Clean and vacuum regularly, but wear a filter mask to prevent irritation. When washing upholstery fabrics like curtains or cushion covers, wash them at a high temperature to kill the mites. Low temperature washing will not be effective.

Further advice for reducing dust mite allergies suggests buying a dehumidifier to prevent the mites from thriving in humid conditions. Pets should be banned if possible in case of further allergy, and cuddly toys are a similar allergy threat.

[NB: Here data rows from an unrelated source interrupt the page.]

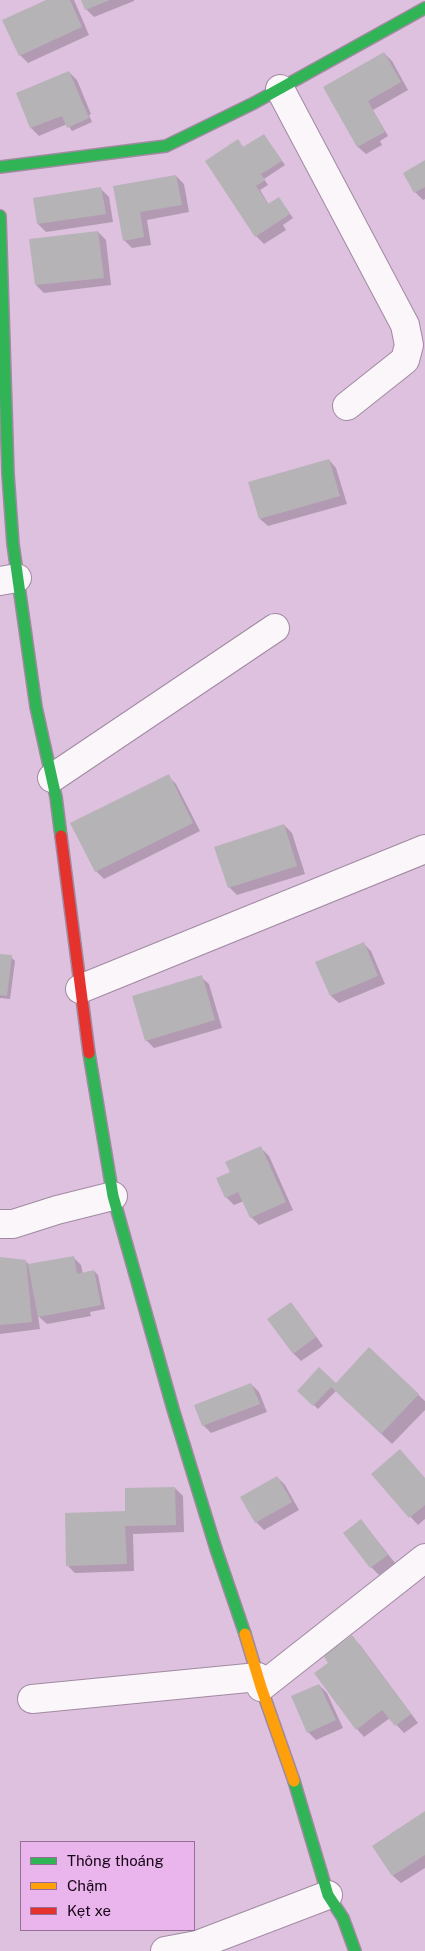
<!DOCTYPE html>
<meta charset="utf-8">
<style>
body{margin:0}
#map{position:relative;width:425px;height:1951px;overflow:hidden;background:#dec1df;font-family:"Public Sans",sans-serif}
canvas{display:block}
.legend{position:absolute;left:20px;top:1841px;width:175px;height:90px;box-sizing:border-box;background:#eab4ec;border:1px solid #966e97;margin:0;padding:6px 9px;list-style:none;font-size:15px;color:#170518}
.legend li{display:flex;align-items:center;gap:10px;height:25px}
.legend b{width:25px;border:1px solid #966e97}
</style>
<div id="map">
<canvas width="425" height="1951"></canvas>
<ul class="legend">
<li><b style="height:6px;background:#30b455"></b>Thông thoáng</li>
<li><b style="height:6px;background:#ff9f0a"></b>Chậm</li>
<li><b style="height:6px;background:#e5322d"></b>Kẹt xe</li>
</ul>
</div>
<script>
const ctx = document.querySelector('canvas').getContext('2d');
ctx.lineJoin = 'round';
function fill(path, color) {
  ctx.fillStyle = color;
  ctx.fill(path, 'evenodd');
}
function stroke(path, color, width, dash) {
  ctx.strokeStyle = color;
  ctx.lineWidth = width;
  ctx.lineCap = dash ? 'butt' : 'round';
  ctx.setLineDash(dash || []);
  ctx.stroke(path);
}
fill(new Path2D(`
 M49,0H74L89,35L28,63L20,55Z
 M83,0H134V1L94,17L86,9Z
 M384,53L392,61L408,90L373,110L388,136L380,141L382,145L366,154L358,147L325,87Z
 M69,72L77,80L91,114L89,115L92,122L72,131L67,124L39,136L31,128L17,93Z
 M264,135L285,165L264,179L268,185L260,190L269,205L279,198L293,218L283,225L286,230L264,244L256,236L242,145L244,148Z
 M425,162V199L423,200L415,192Z
 M176,176L184,184L189,212L147,220L151,245L132,248L124,240L115,187Z
 M101,189L109,197L113,222L46,232L38,224L35,199Z
 M98,232L106,240L111,285L44,293L36,285L31,240Z
 M329,460L336,468L347,504L268,526L260,519Z
 M168,776L176,784L200,831L104,879L96,871Z
 M284,825L292,833L305,874L237,895L229,887Z
 M364,944L371,951L385,984L339,1003L331,996Z
 M0,955L11,957L15,961L10,999L0,998Z
 M201,977L209,984L222,1028L154,1048L146,1040Z
 M261,1148L269,1156L293,1210L259,1225L251,1217L244,1201L234,1205L226,1197L231,1173Z
 M73,1257L81,1265L83,1274L94,1271L98,1275L105,1309L90,1312L91,1316L47,1324L38,1316L40,1329L0,1334V1258L25,1261L30,1265Z
 M290,1304L298,1312L323,1346L301,1361L294,1354L269,1319Z
 M369,1349L425,1401V1410L392,1444L336,1391L318,1409L299,1391L336,1384Z
 M251,1384L259,1392L267,1412L211,1433L203,1425Z
 M372,1474L425,1478V1519L418,1525Z
 M277,1477L285,1485L299,1510L264,1530L256,1522Z
 M175,1488L183,1496L184,1532L133,1534L134,1571L75,1573L67,1565L126,1512Z
 M361,1520L395,1563L379,1575L371,1567Z
 M352,1637L360,1645L418,1723L404,1733L390,1718L364,1737L357,1729Z
 M319,1685L327,1693L343,1728L316,1740L308,1732Z
 M425,1812V1868L401,1883L393,1876L373,1846Z`), '#0003');
fill(new Path2D(`
 M46,0H70L82,27L19,56L2,20Z
 M81,0H110L85,10Z
 M384,52L401,82L368,101L385,132L357,147L323,87Z
 M69,71L89,118L67,128L62,116L30,128L16,93Z
 M264,134L282,161L261,174L265,180L256,186L268,204L279,197L290,214L255,237L205,161L238,139L243,147Z
 M425,160V187L414,193L403,173Z
 M176,175L182,205L140,212L144,237L123,241L113,186Z
 M101,187L106,214L37,224L33,198Z
 M98,231L104,278L35,285L29,239Z
 M329,459L340,496L259,519L248,482Z
 M169,774L193,823L95,872L70,823Z
 M284,824L297,866L228,888L214,847Z
 M364,942L378,976L330,996L315,962Z
 M0,954L12,955L7,996L0,995Z
 M202,975L215,1020L145,1041L132,996Z
 M261,1146L286,1202L250,1218L238,1192L225,1198L216,1178L230,1172L225,1162Z
 M74,1256L77,1274L94,1270L101,1305L38,1317L28,1264Z
 M0,1257L26,1260L32,1322L0,1325Z
 M291,1302L316,1337L293,1354L267,1319Z
 M369,1347L419,1394L381,1434L331,1387L313,1406L297,1391L319,1367L336,1383Z
 M251,1383L260,1404L202,1426L194,1405Z
 M400,1449L425,1478V1505L409,1518L371,1474Z
 M277,1476L292,1502L255,1523L240,1497Z
 M175,1487L176,1525L125,1526L127,1564L66,1566L65,1513L125,1511V1488Z
 M361,1519L388,1555L370,1568L343,1533Z
 M352,1635L411,1714L395,1726L382,1710L356,1730L314,1673L328,1663L324,1656Z
 M319,1684L336,1720L307,1733L291,1696Z
 M425,1811V1855L392,1876L372,1846Z`), '#b6b3b7');
const street = new Path2D(`
 M280,89L405,325L409,345L405,360L347,406
 M0,581L17,578
 M52,778L275,628
 M80,989L425,849
 M0,1224H13L57,1210L113,1196
 M261,1687L425,1558
 M32,1699L258,1677
 M165,1951L197,1945L328,1895`);
const fast = new Path2D(`
 M0,167L166,146L254,103L425,8
 M0,216L8,474L13,544L36,707L56,797L61,836
 M89,1053L113,1196L173,1409L216,1549L245,1634
 M294,1781L328,1895L343,1918L355,1951`);
const slow = new Path2D(`
 M245,1634L261,1687L294,1781`);
const jam = new Path2D(`
 M61,836L89,1053`);
stroke(street, '#a08aa1', 30);
stroke(fast, '#a08aa1', 14);
stroke(slow, '#a08aa1', 14);
stroke(jam, '#a08aa1', 14);
stroke(street, '#faf6fa', 28);
stroke(fast, '#30b455', 11);
stroke(slow, '#ff9f0a', 11);
stroke(jam, '#e5322d', 11);
</script>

However, removing cuddly toys from a small child (or fully grown adult) may seem unreasonable, so ensure that they washed at a high temperature regularly.

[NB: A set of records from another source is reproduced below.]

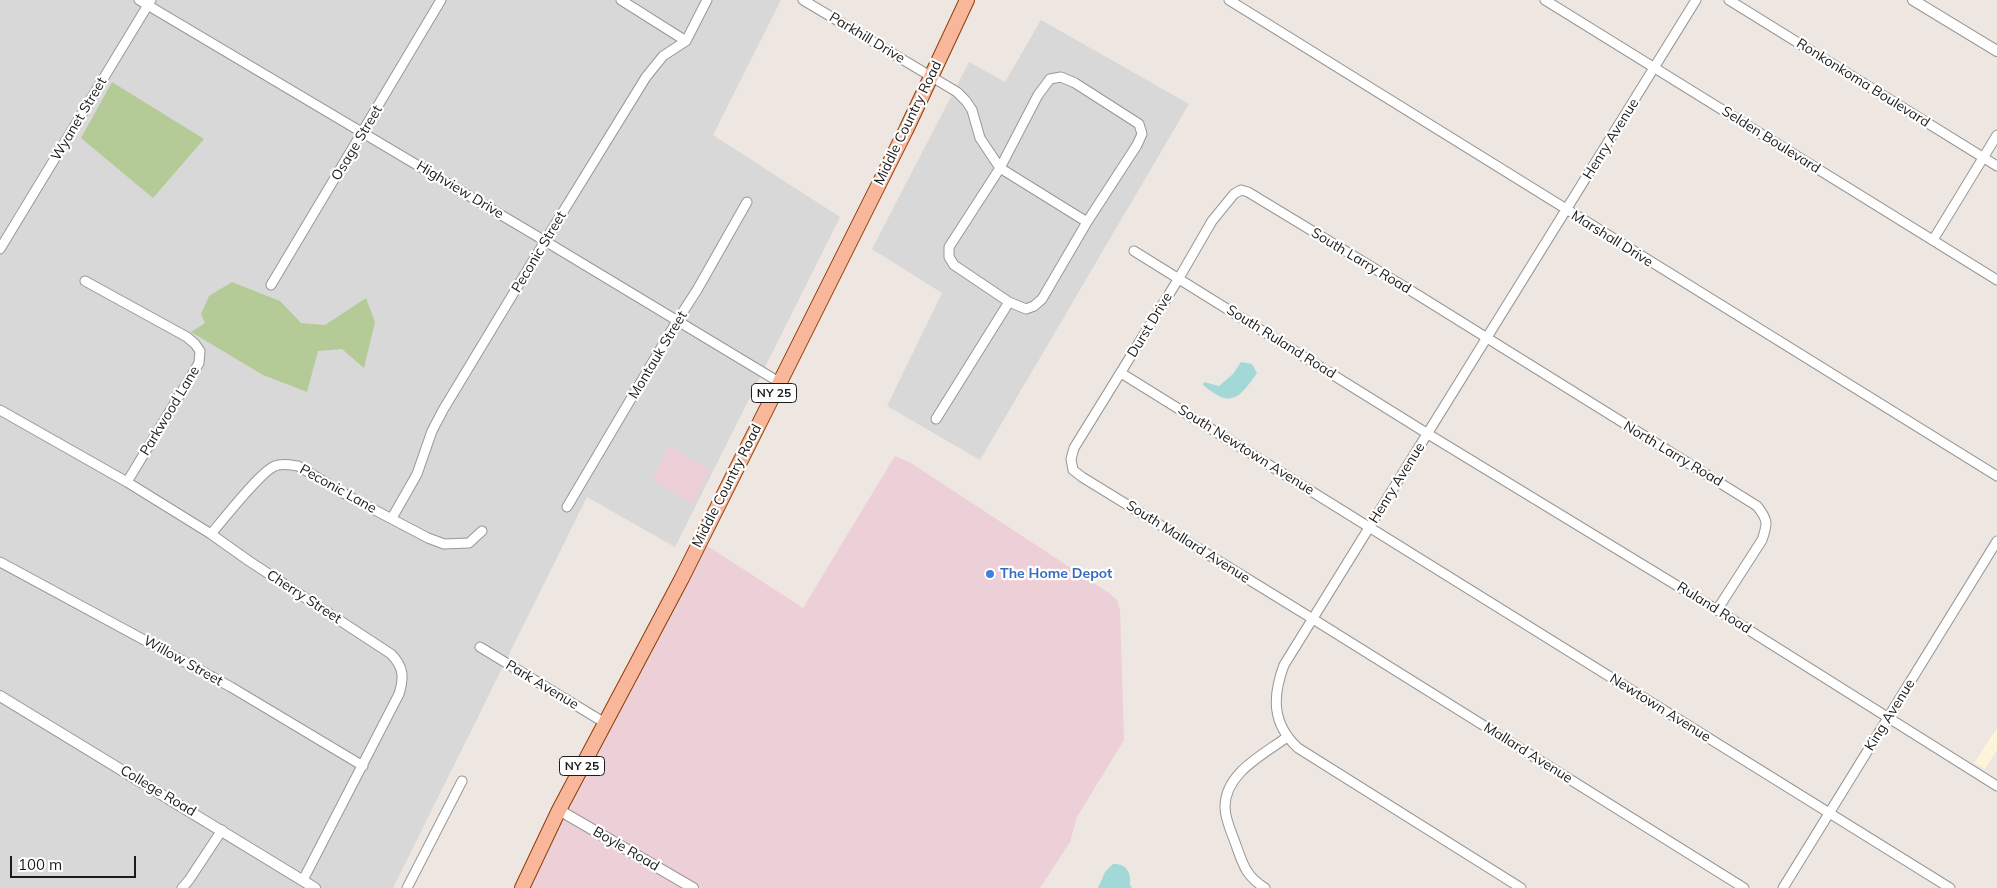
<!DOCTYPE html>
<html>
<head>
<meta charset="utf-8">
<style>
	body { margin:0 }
	#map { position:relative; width:1997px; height:888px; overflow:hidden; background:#ede6e1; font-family:Mulish,sans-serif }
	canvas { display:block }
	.scale { position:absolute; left:10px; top:856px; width:126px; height:22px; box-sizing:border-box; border:2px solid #1b1b1b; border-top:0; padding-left:6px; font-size:15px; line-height:18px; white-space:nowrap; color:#1b1b1b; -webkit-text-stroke:4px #fff; paint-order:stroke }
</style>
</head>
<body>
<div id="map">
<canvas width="1997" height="888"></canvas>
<div class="scale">100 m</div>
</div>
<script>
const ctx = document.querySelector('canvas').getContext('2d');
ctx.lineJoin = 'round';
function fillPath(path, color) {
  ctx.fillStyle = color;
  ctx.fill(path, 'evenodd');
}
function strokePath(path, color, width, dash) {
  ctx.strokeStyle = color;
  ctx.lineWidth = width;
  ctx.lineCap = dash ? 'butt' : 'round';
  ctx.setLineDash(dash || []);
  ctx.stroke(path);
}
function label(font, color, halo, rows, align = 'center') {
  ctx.font = font + ' Mulish,sans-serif';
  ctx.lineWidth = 4.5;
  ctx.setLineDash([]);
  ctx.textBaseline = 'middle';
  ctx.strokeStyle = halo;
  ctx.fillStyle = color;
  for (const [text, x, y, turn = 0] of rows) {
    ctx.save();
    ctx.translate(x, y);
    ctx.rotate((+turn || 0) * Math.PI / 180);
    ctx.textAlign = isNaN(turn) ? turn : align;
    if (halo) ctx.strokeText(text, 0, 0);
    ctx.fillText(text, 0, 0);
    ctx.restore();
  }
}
const residential = new Path2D(`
	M0 0H781L713 135 840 217 675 547 587 497 393 888H0Z
	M1041 20 1189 104 980 460 887 406 942 293 872 249 969 62 1005 82Z`);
const commercial = new Path2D(`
	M669 446 710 470 692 504 652 480Z
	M895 456 911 463 1109 593 1117 600 1120 610 1124 740 1077 817 1070 842 1040 888H522L700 541 803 608Z`);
const education = new Path2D(`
	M1997 728V750L1985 769 1974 763Z`);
const forest = new Path2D(`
	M112 82 204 139 153 198 81 138Z
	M232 282 280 301 301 323 325 325 366 298 375 322 364 368 342 349 318 351 307 392 263 375 191 332 205 323 201 314 209 296Z`);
const water = new Path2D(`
	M1241 362 1252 364 1257 373C1238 400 1231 408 1203 385L1204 382 1219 386 1233 374Z
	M1113 864C1127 864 1131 872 1130 885L1132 888H1098L1105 872Z`);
const minor = new Path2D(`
	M139 0 545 241 779 382
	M621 0 686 41
	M803 0 957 92 966 101 972 110 980 138 1000 168 1087 222 1042 299 1034 306 1026 309 1009 302 954 265 949 257V247L1000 168 1038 95 1050 79 1061 77 1075 83 1139 124 1142 134 1137 145 1087 222
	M1229 0 1997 476
	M1545 0 1997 280
	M1729 0 1997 166
	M1933 240 1997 135
	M0 249 151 0
	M1134 251 1428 434 1717 610 1997 786
	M85 281 187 337 195 344 200 351 199 363 127 482
	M271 285 441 0
	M1121 373 1950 888
	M0 410 127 482 211 534 249 561 391 654C404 667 404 678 399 694L303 880
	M936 419 1009 302
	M567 507 677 321 697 290 747 202
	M392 518 417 474 432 431 443 410 545 241 646 77 663 56 686 41 707 0
	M211 534C223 520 261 471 275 466 282 463 291 465 298 466L350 497 428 538 444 544 469 543 482 531
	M0 562 231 687 363 766
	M1717 610 1762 540C1768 523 1768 520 1757 506L1418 295 1248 192 1241 190 1234 194 1212 221 1179 278 1074 448 1071 459 1073 470 1082 477 1313 619 1744 888
	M480 647 605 723
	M182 888 189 880 222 830
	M407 888 462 781
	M1265 888C1246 876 1243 865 1236 845 1232 833 1225 820 1225 807 1225 773 1263 755 1287 737
	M1521 888 1298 748C1272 724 1272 697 1284 665L1696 0
	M1783 888 1997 541`);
const tertiary = new Path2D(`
	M1913 0 1997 51
	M0 696 315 888
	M559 810 693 888`);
const primary = new Path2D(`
	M522 888 559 810 682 578 906 130 967 0`);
const markers = [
	[990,574,5,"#3f7fe0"]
];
const shields = [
	[774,393,45],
	[582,766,45]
];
const shieldNames = [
	["NY 25",774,393],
	["NY 25",582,766]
];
const streetNames = [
	["Parkhill Drive",867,38,31],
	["Ronkonkoma Boulevard",1863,83,32],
	["Wyanet Street",79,119,-59],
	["Middle Country Road",908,123,-64],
	["Henry Avenue",1611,139,-58],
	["Selden Boulevard",1771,140,32],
	["Osage Street",357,143,-59],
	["Highview Drive",460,190,31],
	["Marshall Drive",1612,239,32],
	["Peconic Street",539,252,-59],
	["South Larry Road",1361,261,31],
	["Durst Drive",1150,325,-59],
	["South Ruland Road",1281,342,32],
	["Montauk Street",658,355,-59],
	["Parkwood Lane",170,411,-59],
	["South Newtown Avenue",1246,450,32],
	["North Larry Road",1673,454,31],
	["Henry Avenue",1397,483,-58],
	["Middle Country Road",727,486,-63],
	["Peconic Lane",338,489,29],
	["South Mallard Avenue",1188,542,32],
	["Cherry Street",304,597,33],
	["Ruland Road",1714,608,32],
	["Willow Street",183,661,29],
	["Park Avenue",542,685,31],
	["Newtown Avenue",1660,708,32],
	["King Avenue",1890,715,-58],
	["Mallard Avenue",1528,753,32],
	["College Road",158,791,31],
	["Boyle Road",626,849,30]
];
const shopNames = [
	["The Home Depot",1000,574]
];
fillPath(residential, '#d9d8d8');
fillPath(commercial, '#edd0d7');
fillPath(education, '#fef4d9');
fillPath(forest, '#b4cb97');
fillPath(water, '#a2d9d7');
strokePath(minor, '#989898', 11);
strokePath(tertiary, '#989898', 12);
strokePath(primary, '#8d3c05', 16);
strokePath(minor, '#fff', 9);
strokePath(tertiary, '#fff', 10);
strokePath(primary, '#f8b69b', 14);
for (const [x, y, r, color] of markers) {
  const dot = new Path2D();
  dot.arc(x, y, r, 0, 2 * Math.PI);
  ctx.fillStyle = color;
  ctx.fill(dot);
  strokePath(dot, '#fff', 2);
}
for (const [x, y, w] of shields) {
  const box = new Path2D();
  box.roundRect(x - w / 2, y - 9.5, w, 19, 4);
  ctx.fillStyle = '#fff';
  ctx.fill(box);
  strokePath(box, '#1b1b1b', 1);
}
label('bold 12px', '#1b1b1b', null, shieldNames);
label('14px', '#1b1b1b', '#fff', streetNames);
label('bold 14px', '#366cbe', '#fff', shopNames, 'left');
</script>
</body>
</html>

Allergies - are we too clean?

The recently developed "hygiene hypothesis" argues that our modern obsession with cleanliness and killing germs to prevent illness and allergy is in fact causing them.

In the last 20 years, the number of people with reported allergies has increased fourfold.

With our rigid attitude to cleaning and war against dirt, humans come into contact with less good bacteria that build our immune systems. Therefore, our bodies are technically weaker when it comes to fighting allergens or infections. In developed countries we spend the vast amount of our time indoors in clean environments and remain largely unexposed to the natural dirt of the outside world. Recent studies have shown that farm children develop fewer allergies than city children, with similar results on children from developing countries compared with developed nations.

Another theory argues that it is not necessarily the cleanliness that causes the increase, but that the products we use could be part of the problem. A huge number of chemicals are introduced into our home and outdoor environments with little testing of the possible effects on humans. Our cleaning products could be part of the problem of increased cases of allergies.

Moreover, indoor air quality has reduced as buildings are more air tight to conserve energy. We are trapped in our home with dust mites and little fresh air, so it is important to air your home regularly if you are dust-sensitive. In addition, our homes our warmer due to the energy conservation and the prevalence of central heating, and as such these are perfect conditions for dust mites to thrive.